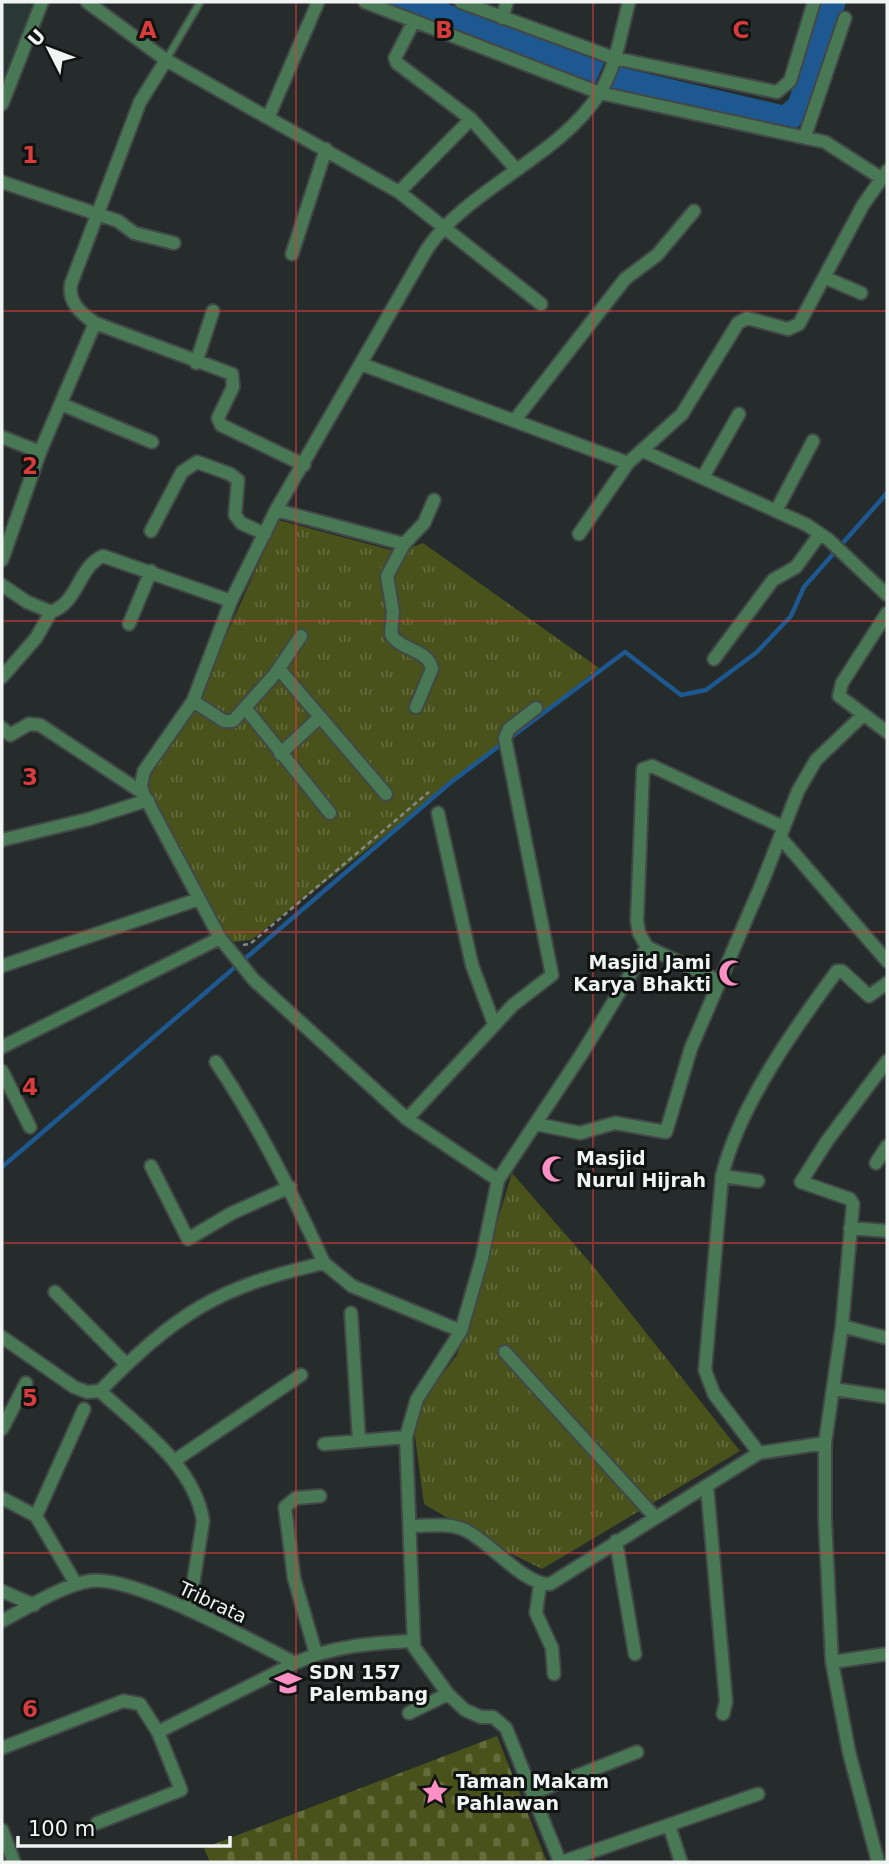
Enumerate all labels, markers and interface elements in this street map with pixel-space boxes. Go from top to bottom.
north arrow [14,14,84,84]
text: A [139,17,157,43]
text: B [435,17,453,43]
text: C [733,17,749,43]
text: U [23,25,50,51]
text: 1 [22,142,38,168]
text: 2 [22,453,38,479]
text: 3 [22,764,38,790]
place label: Masjid Jami Karya Bhakti [573,951,711,995]
mosque icon: Masjid Jami Karya Bhakti [717,958,747,988]
text: 4 [22,1074,38,1100]
place label: Masjid Nurul Hijrah [576,1147,706,1191]
mosque icon: Masjid Nurul Hijrah [540,1154,570,1184]
text: 5 [22,1385,38,1411]
street label: Tribrata [175,1576,251,1627]
place label: SDN 157 Palembang [309,1661,428,1705]
school or university icon: SDN 157 Palembang [273,1668,303,1698]
text: 6 [22,1696,38,1722]
place label: Taman Makam Pahlawan [456,1770,609,1814]
place icon: Taman Makam Pahlawan [420,1777,450,1807]
scale bar [18,1804,229,1848]
text: 100 m [28,1817,95,1841]

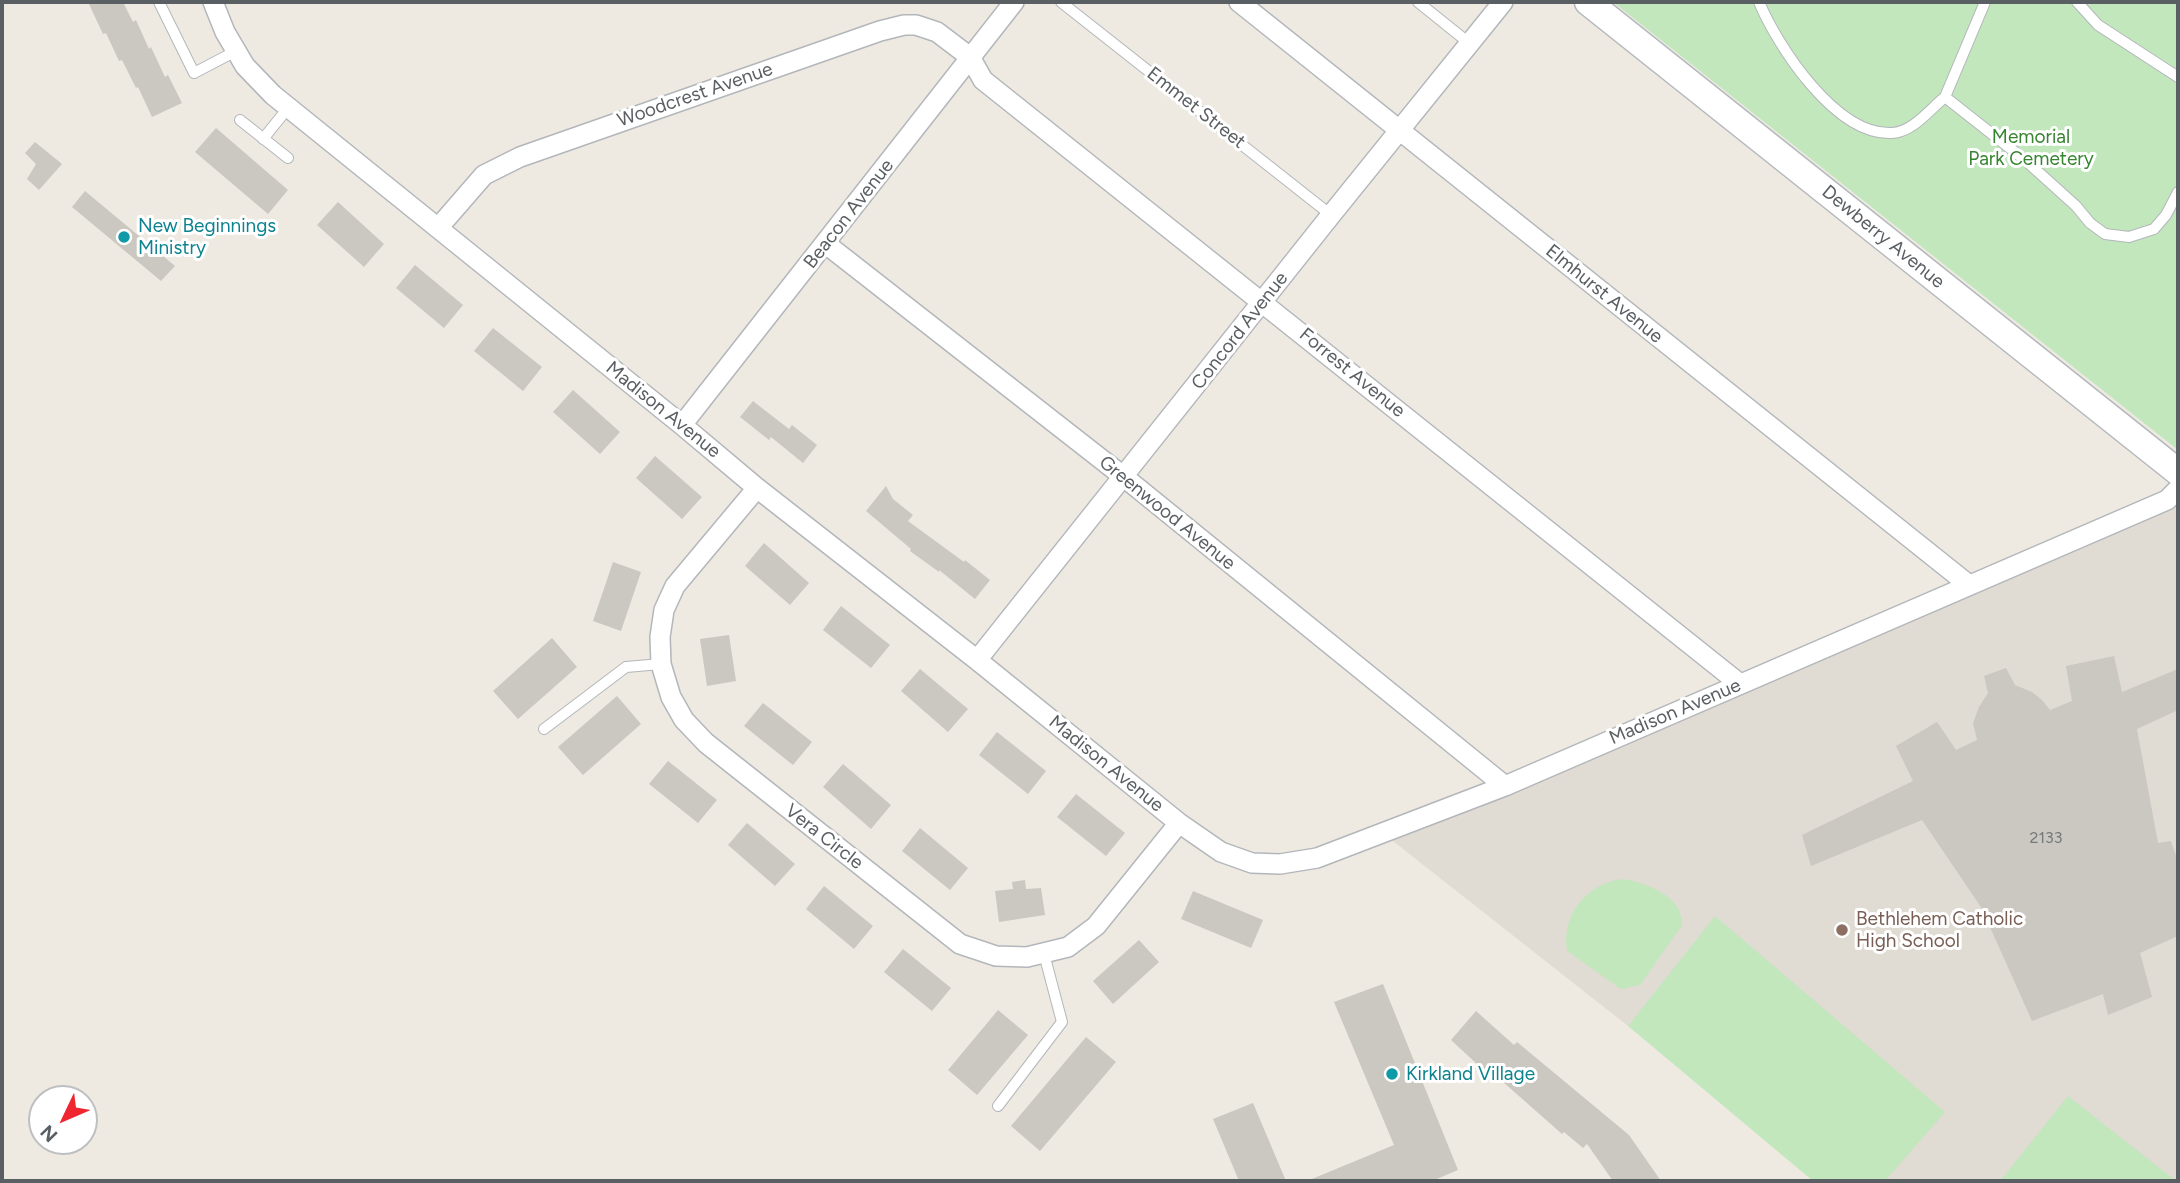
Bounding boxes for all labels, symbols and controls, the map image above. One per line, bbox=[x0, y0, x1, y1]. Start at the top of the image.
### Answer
street label: Woodcrest Avenue bbox=[614, 58, 776, 132]
street label: Emmet Street bbox=[1142, 62, 1250, 154]
park label: Memorial Park Cemetery bbox=[1968, 126, 2094, 170]
street label: Beacon Avenue bbox=[799, 155, 899, 273]
street label: Dewberry Avenue bbox=[1817, 181, 1949, 293]
place label: New Beginnings Ministry bbox=[138, 215, 276, 259]
marker: New Beginnings Ministry bbox=[116, 229, 132, 245]
street label: Elmhurst Avenue bbox=[1541, 240, 1667, 348]
street label: Concord Avenue bbox=[1187, 268, 1293, 394]
street label: Forrest Avenue bbox=[1295, 323, 1409, 423]
street label: Madison Avenue bbox=[601, 357, 725, 463]
street label: Greenwood Avenue bbox=[1094, 451, 1240, 575]
street label: Madison Avenue bbox=[1606, 674, 1744, 750]
street label: Madison Avenue bbox=[1044, 711, 1168, 817]
street label: Vera Circle bbox=[780, 799, 868, 875]
house number: 2133 bbox=[2030, 828, 2062, 848]
place label: Bethlehem Catholic High School bbox=[1856, 908, 2023, 952]
marker: Bethlehem Catholic High School bbox=[1834, 922, 1850, 938]
place label: Kirkland Village bbox=[1406, 1063, 1535, 1085]
marker: Kirkland Village bbox=[1384, 1066, 1400, 1082]
north arrow bbox=[28, 1085, 98, 1155]
text: N bbox=[36, 1120, 62, 1147]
##########
Pictures stay out, but every record above is to be returned exactly.

Enumerate all labels, markers and interface elements in this street map with pixel-space boxes. Go from top to bottom.
north arrow [14,14,84,84]
text: A [139,17,157,43]
text: B [435,17,453,43]
text: C [733,17,749,43]
text: U [23,25,50,51]
text: 1 [22,142,38,168]
text: 2 [22,453,38,479]
text: 3 [22,764,38,790]
place label: Masjid Jami Karya Bhakti [573,951,711,995]
mosque icon: Masjid Jami Karya Bhakti [717,958,747,988]
text: 4 [22,1074,38,1100]
place label: Masjid Nurul Hijrah [576,1147,706,1191]
mosque icon: Masjid Nurul Hijrah [540,1154,570,1184]
text: 5 [22,1385,38,1411]
street label: Tribrata [175,1576,251,1627]
place label: SDN 157 Palembang [309,1661,428,1705]
school or university icon: SDN 157 Palembang [273,1668,303,1698]
text: 6 [22,1696,38,1722]
place label: Taman Makam Pahlawan [456,1770,609,1814]
place icon: Taman Makam Pahlawan [420,1777,450,1807]
scale bar [18,1804,229,1848]
text: 100 m [28,1817,95,1841]

Bounding boxes for all labels, symbols and controls, the map image above. One per line, bbox=[x0, y0, x1, y1]. Start at the top of the image.
### Answer
street label: Woodcrest Avenue bbox=[614, 58, 776, 132]
street label: Emmet Street bbox=[1142, 62, 1250, 154]
park label: Memorial Park Cemetery bbox=[1968, 126, 2094, 170]
street label: Beacon Avenue bbox=[799, 155, 899, 273]
street label: Dewberry Avenue bbox=[1817, 181, 1949, 293]
place label: New Beginnings Ministry bbox=[138, 215, 276, 259]
marker: New Beginnings Ministry bbox=[116, 229, 132, 245]
street label: Elmhurst Avenue bbox=[1541, 240, 1667, 348]
street label: Concord Avenue bbox=[1187, 268, 1293, 394]
street label: Forrest Avenue bbox=[1295, 323, 1409, 423]
street label: Madison Avenue bbox=[601, 357, 725, 463]
street label: Greenwood Avenue bbox=[1094, 451, 1240, 575]
street label: Madison Avenue bbox=[1606, 674, 1744, 750]
street label: Madison Avenue bbox=[1044, 711, 1168, 817]
street label: Vera Circle bbox=[780, 799, 868, 875]
house number: 2133 bbox=[2030, 828, 2062, 848]
place label: Bethlehem Catholic High School bbox=[1856, 908, 2023, 952]
marker: Bethlehem Catholic High School bbox=[1834, 922, 1850, 938]
place label: Kirkland Village bbox=[1406, 1063, 1535, 1085]
marker: Kirkland Village bbox=[1384, 1066, 1400, 1082]
north arrow bbox=[28, 1085, 98, 1155]
text: N bbox=[36, 1120, 62, 1147]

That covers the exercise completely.